Amateur et amateur...

Il y a amateur et amateur. Dans son commentaire à l'un des derniers articles de Cyrille sur le wiki francophone de la distribution qui se prend pour la reine, FabriceV me demande quel logiciel de développement je « conseillerais à un amateur ».

J'ai commencé ma réponse en commentaire, en cachant un peu mon jeu, l’air de rien, à la manière d'un bon Normand…

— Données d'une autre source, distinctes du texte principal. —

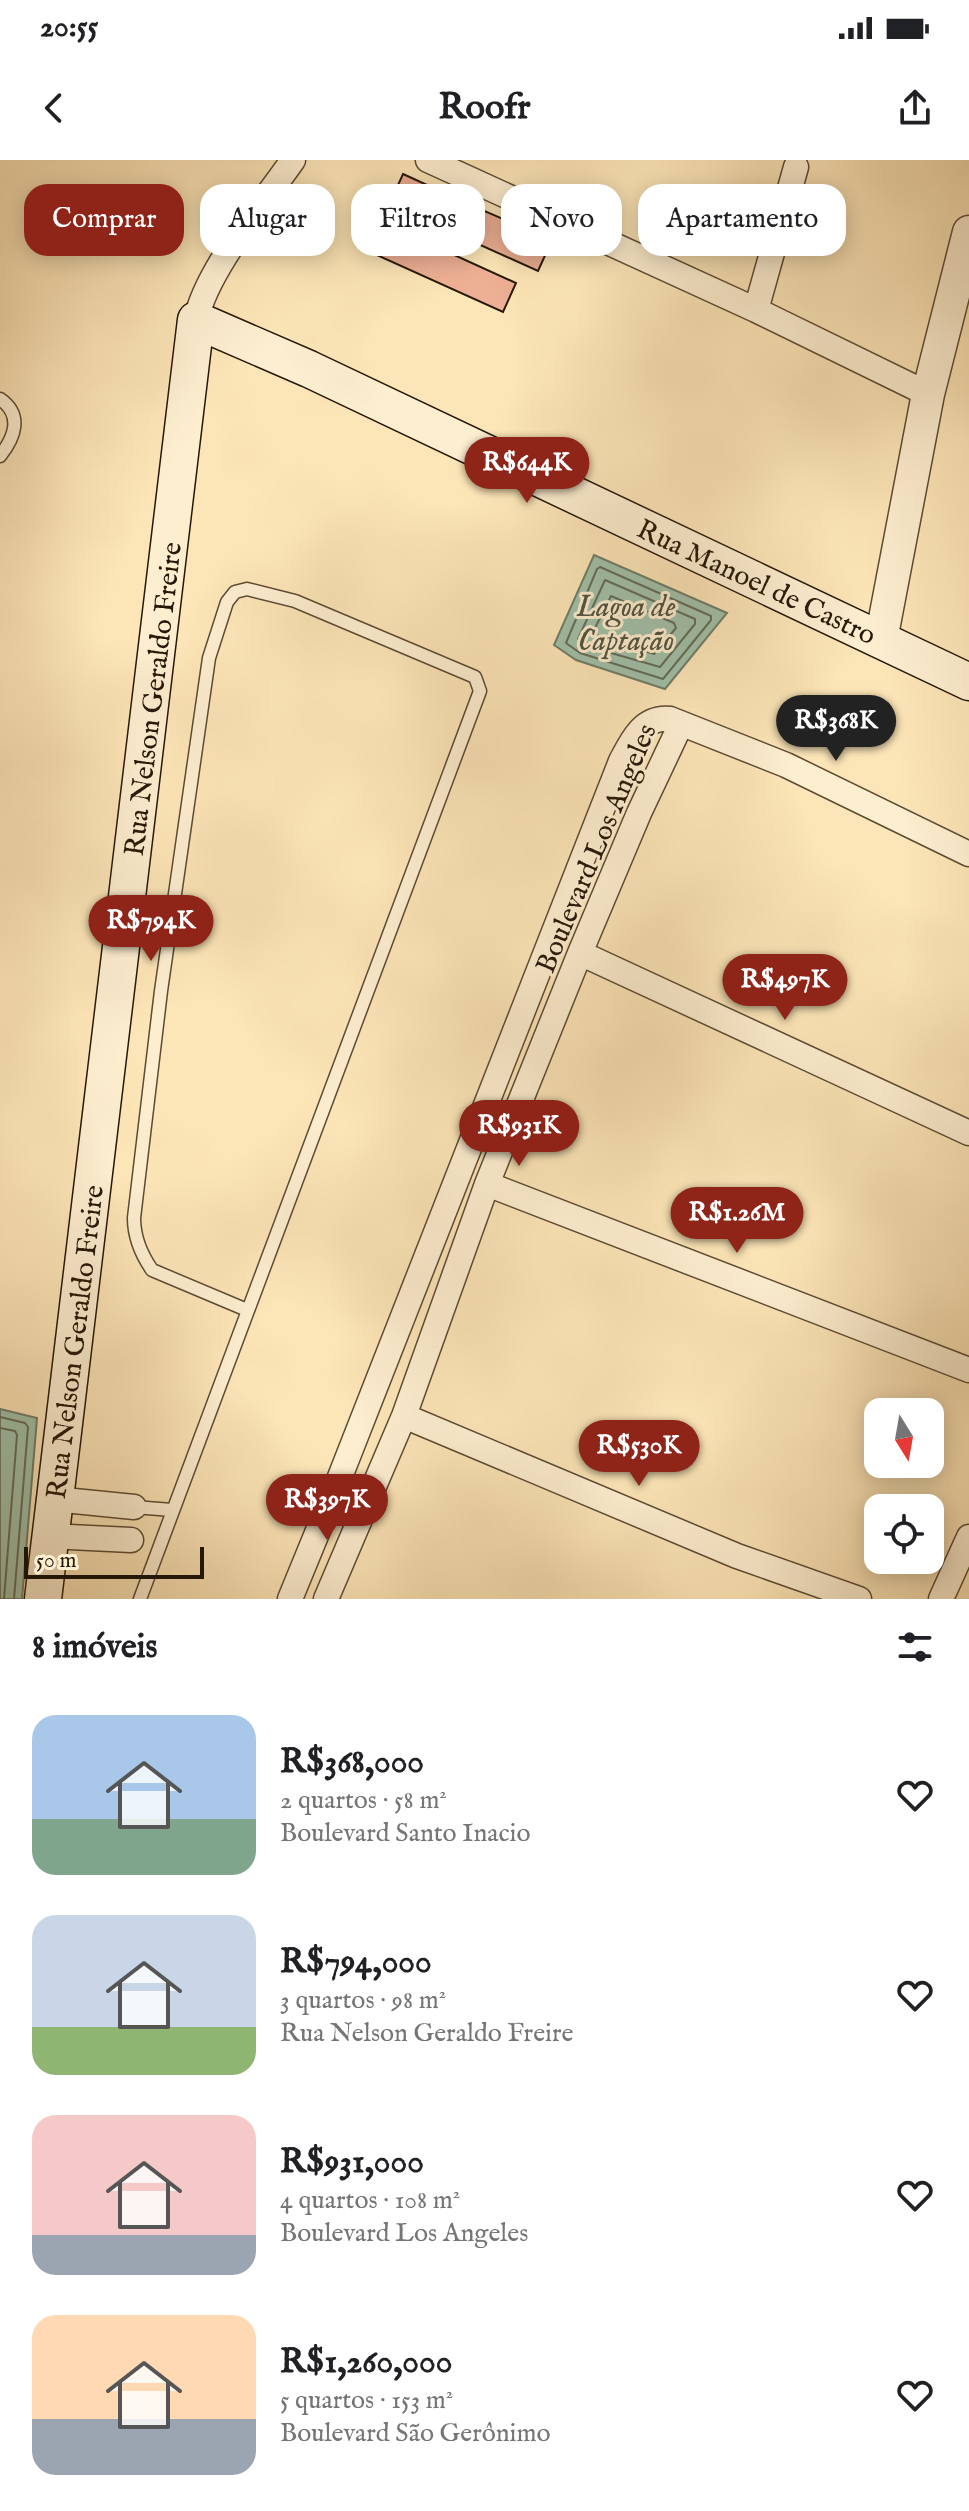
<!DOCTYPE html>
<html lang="pt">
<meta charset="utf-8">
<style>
body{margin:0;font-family:"IM FELL English",serif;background:#f6f6f6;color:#202124;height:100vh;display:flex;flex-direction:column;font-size:30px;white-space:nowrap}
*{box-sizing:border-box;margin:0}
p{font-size:26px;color:#757577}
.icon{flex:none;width:44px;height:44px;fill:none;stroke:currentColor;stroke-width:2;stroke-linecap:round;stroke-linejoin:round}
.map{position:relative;height:1439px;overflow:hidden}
.details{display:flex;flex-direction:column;background:#fff;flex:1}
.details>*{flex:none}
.hud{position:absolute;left:24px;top:24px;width:922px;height:72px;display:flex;gap:16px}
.needle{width:52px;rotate:169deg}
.tools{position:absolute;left:864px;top:1238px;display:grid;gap:16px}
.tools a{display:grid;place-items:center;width:80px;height:80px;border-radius:16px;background:#fff;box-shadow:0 4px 20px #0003;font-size:40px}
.scale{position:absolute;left:24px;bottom:20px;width:180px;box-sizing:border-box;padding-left:8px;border:4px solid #261807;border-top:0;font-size:22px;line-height:28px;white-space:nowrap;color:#261807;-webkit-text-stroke:6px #fdeed0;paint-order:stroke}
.price{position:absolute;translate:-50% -68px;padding:0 18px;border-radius:28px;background:#8f2418;color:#fff;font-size:26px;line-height:52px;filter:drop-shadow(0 2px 4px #0008)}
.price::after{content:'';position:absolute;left:50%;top:48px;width:24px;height:18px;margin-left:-12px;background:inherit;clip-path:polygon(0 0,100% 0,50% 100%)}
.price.active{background:#222;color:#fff}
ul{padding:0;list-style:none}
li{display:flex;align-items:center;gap:24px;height:200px;padding:0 32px}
li span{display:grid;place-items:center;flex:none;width:224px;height:160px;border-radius:24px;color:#555}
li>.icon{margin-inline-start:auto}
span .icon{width:96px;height:96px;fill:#fffc;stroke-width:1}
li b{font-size:34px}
h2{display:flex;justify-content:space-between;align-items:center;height:96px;padding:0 32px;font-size:34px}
.tag{padding:0 28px;border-radius:24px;background:#fff;box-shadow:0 4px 20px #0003;font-size:28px;line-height:72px}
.tag.active{background:#8f2418;color:#fff}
.status{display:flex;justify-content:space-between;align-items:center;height:56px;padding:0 40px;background:#fff;direction:ltr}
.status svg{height:22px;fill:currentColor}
header{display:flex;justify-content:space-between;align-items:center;height:104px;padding:0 32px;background:#fff;font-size:36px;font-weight:700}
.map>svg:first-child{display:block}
.water{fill:#a0c0a9;stroke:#6f7d68;stroke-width:2}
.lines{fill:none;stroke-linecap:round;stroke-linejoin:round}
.shore{stroke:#636c58;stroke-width:2}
.building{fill:#eeb095;stroke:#261807;stroke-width:2}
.service-casing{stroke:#5c4b33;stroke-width:15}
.minor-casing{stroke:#5c4b33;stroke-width:27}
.tertiary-casing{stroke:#5c4b33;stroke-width:35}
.secondary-casing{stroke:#261807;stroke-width:39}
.service{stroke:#fdeed0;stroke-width:12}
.minor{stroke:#fdeed0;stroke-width:24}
.tertiary{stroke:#fdeed0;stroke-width:32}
.secondary{stroke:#fdeed0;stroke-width:36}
.labels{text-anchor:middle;stroke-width:6;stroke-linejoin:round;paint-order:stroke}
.street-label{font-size:28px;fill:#261807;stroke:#fdeed0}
.water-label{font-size:30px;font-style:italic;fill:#515340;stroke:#fdeed0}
</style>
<div class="status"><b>20:55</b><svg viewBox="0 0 49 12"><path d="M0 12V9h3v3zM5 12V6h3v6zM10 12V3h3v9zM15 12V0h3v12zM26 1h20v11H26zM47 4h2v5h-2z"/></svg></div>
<header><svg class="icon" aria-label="back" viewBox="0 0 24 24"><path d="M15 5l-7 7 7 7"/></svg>Roofr<svg class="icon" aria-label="share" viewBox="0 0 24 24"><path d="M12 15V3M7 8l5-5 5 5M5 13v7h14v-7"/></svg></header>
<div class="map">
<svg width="969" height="1439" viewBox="0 0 969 1439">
<rect width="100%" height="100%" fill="#fce5b7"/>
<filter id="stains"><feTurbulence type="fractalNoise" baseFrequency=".0025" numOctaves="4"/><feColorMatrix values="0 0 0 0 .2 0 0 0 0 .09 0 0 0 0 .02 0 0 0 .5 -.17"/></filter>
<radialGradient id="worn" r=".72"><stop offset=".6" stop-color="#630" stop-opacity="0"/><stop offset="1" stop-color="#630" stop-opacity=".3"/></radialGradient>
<!-- water -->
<path class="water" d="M594,395l133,58 -62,76 -89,-29 -22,-15z
M0,1249l37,9 -15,181h-22z"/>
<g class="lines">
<!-- shore -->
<path class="shore" d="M600,407l111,49v4l-48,59 -83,-26 -14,-10 31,-74z
M605,420l90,39v5l-35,43 -49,-14 -33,-14z
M611,436l63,27 2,5 -22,26 -58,-19 -2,-5z
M0,1257l25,6 3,4 -14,172
M0,1268l15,3 2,4 -13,164"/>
</g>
<!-- building -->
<path class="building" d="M403,14l48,22 4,-9 17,8 -4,9 84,36 -14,31 -144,-65 -8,18 130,59 -13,29 -135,-61z
M439,66l10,5 -9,18 -10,-5z"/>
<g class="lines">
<!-- service casing -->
<g class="service-casing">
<path id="service" d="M0,239c23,16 15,38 0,57
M134,1347l38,3
M140,1439l340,-908 -5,-14 -180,-76 -48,-12 -12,3 -8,10 -18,56 -48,333 -27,227c0,19 7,36 18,52l95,40"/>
</g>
<!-- minor casing -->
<g class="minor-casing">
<path id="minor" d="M428,0l328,150 172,84
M756,150l40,-143
M196,160c10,-49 67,-117 97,-160
M580,793l389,180
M487,1024l482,186
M404,1256l333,140 122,43
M54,1339l80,8
M49,1376l82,4
M290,1439l48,-117 283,-721c11,-21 22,-45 49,-42l116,46 183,89
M326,1439l78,-183 83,-232 93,-231 59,-140 42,-89
M941,1439l28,-62"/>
</g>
<!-- tertiary casing -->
<g class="tertiary-casing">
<path id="tertiary" d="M881,480l47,-246 41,-162"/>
</g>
<!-- secondary casing -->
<g class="secondary-casing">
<path id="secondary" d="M43,1439l153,-1279 113,49 660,313"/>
</g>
<!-- service -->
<use href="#service" class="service"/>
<!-- minor -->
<use href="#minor" class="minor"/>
<!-- tertiary -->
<use href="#tertiary" class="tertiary"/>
<!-- secondary -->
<use href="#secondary" class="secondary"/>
</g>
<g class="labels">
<!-- street labels -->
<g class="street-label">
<text transform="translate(757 421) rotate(25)" y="10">Rua Manoel de Castro</text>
<text transform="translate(152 539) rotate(-83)" y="10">Rua Nelson Geraldo Freire</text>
<text transform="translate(595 688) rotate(-67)" y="10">Boulevard Los Angeles</text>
<text transform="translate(74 1182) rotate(-83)" y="10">Rua Nelson Geraldo Freire</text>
</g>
<!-- water labels -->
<g class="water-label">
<text x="626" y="456">Lagoa de<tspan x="626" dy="34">Captação</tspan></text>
</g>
</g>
<rect width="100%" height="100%" filter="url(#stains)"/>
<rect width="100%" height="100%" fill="url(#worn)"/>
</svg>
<div class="tools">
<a><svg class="needle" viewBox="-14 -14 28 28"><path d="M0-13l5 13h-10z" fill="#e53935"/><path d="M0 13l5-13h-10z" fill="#757577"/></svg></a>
<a><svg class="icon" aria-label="locate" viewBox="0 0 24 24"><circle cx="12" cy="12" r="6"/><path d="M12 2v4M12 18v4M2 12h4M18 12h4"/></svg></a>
</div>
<div class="scale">50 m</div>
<b class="price" style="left:527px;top:345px">R$644K</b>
<b class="price active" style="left:836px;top:603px">R$368K</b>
<b class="price" style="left:151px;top:803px">R$794K</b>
<b class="price" style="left:785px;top:862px">R$497K</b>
<b class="price" style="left:519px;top:1008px">R$931K</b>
<b class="price" style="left:737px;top:1095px">R$1.26M</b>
<b class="price" style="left:639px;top:1328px">R$530K</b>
<b class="price" style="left:327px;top:1382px">R$397K</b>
<div class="hud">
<a class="tag active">Comprar</a>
<a class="tag">Alugar</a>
<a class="tag">Filtros</a>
<a class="tag">Novo</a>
<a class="tag">Apartamento</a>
</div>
</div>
<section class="details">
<h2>8 imóveis<svg class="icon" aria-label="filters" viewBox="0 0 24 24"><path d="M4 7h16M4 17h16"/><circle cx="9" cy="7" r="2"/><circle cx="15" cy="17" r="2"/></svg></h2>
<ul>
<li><span style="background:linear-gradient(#a9c7e8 65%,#7fa58c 0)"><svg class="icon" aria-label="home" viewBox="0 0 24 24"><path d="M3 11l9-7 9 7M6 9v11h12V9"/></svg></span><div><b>R$368,000</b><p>2 quartos · 58 m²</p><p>Boulevard Santo Inacio</p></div><svg class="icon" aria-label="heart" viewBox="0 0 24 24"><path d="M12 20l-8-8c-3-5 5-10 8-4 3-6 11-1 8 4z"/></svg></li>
<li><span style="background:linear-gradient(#c9d6e8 70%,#8fb573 0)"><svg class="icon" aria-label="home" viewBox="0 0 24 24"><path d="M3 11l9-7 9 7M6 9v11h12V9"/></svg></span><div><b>R$794,000</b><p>3 quartos · 98 m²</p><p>Rua Nelson Geraldo Freire</p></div><svg class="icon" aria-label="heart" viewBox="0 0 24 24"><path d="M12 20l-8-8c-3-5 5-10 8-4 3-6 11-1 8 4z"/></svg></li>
<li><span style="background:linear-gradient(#f6c9c9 75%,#9aa5b1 0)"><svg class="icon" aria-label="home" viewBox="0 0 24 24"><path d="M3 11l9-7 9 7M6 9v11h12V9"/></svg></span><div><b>R$931,000</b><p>4 quartos · 108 m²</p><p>Boulevard Los Angeles</p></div><svg class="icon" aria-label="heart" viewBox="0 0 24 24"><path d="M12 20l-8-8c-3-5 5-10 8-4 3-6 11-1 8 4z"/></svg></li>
<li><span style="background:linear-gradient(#ffd9b3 65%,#9aa5b1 0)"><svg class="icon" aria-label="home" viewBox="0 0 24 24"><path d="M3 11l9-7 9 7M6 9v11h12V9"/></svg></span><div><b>R$1,260,000</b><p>5 quartos · 153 m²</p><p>Boulevard São Gerônimo</p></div><svg class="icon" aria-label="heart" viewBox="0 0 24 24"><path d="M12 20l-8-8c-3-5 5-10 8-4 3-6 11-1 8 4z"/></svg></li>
</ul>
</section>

C'est à cause des champs de patates si le chemin ne va pas droit. Mille excuses pour cette non-réponse mais je venais de relire, dans la foulée, le dernier commentaire de Diogène sur l'un des articles consacrés au format RAW. Commentaire auquel je ne répondrai pas, en tous cas pas dans l'immédiat. Et pour tout dire, je n'avais pas vu/lu ce commentaire avant. Je n'y répondrai pas mais, en revanche, je peux vous en épargner la (longue) lecture en deux ou trois phrases : Les développeurs de Darktable sont des gens formidables parce qu'ils proposent, avec trois fois rien, un logiciel libre et gratuit. Fin de la récréation. De la suie sur du suif. Gratuit le libre ? — Oui, enfin, pas pour tout le monde mais c'est une autre histoire. Nous y reviendrons…

— Franchement, il ne faut pas s'étonner qu'avec de pareils raisonnements, les utilisateurs de systèmes (plus ou moins) libres aillent voir ailleurs pour y trouver les outils (stables, fiables, etc.) dont ils ont besoin, en production, s'ils n'existent pas sur telle et telle distribution, plus ou moins libre et plus ou moins gratuite. Plus directement, pour ma part, je n'ai plus beaucoup de temps à consacrer à la bidouille. Je rêve d'une stabilité et d'une fiabilité qui me permettraient de travailler un peu plus sereinement. Fiabilité des mises à jour et stabilité de mon environnement de travail quotidien. J'ai fini par me lasser de ne jamais vraiment les trouver sur la majorité des distributions Linux*. Combien de fois je me suis dit : « Ne mets pas à jour maintenant, on ne sait jamais. » En réalité, on ne le sait que trop. Ce que l'on redoute arrive souvent. Il y a toujours, à un moment ou à un autre, quelque chose qui va de travers. C'est terrible à dire mais c'est ainsi. Et depuis quelques mois que je suis sous Fedora (17), c'est pareil. Les deux dernières mises à jour importantes proposent un nouveau noyau avec lequel je ne peux plus démarrer graphiquement. Bordel ! Que de temps perdu à comprendre le pourquoi du comment ! Sous Debian, j'en avais fait mon parti, je bricolais, la bidouille a du bon, au moins pour la connaissance et l'autonomie. Et puis, il m'a fallu admettre que Debian ne reconnaîtrait pas de sitôt mon écran graphique EIZO en display port (central dans mon workflow) alors que sous Fedora sa reconnaissance est immédiate. Enfin, bref, inutile de proposer quelque solution en commentaire, je n'en attends plus aucune, je n'en suis plus là…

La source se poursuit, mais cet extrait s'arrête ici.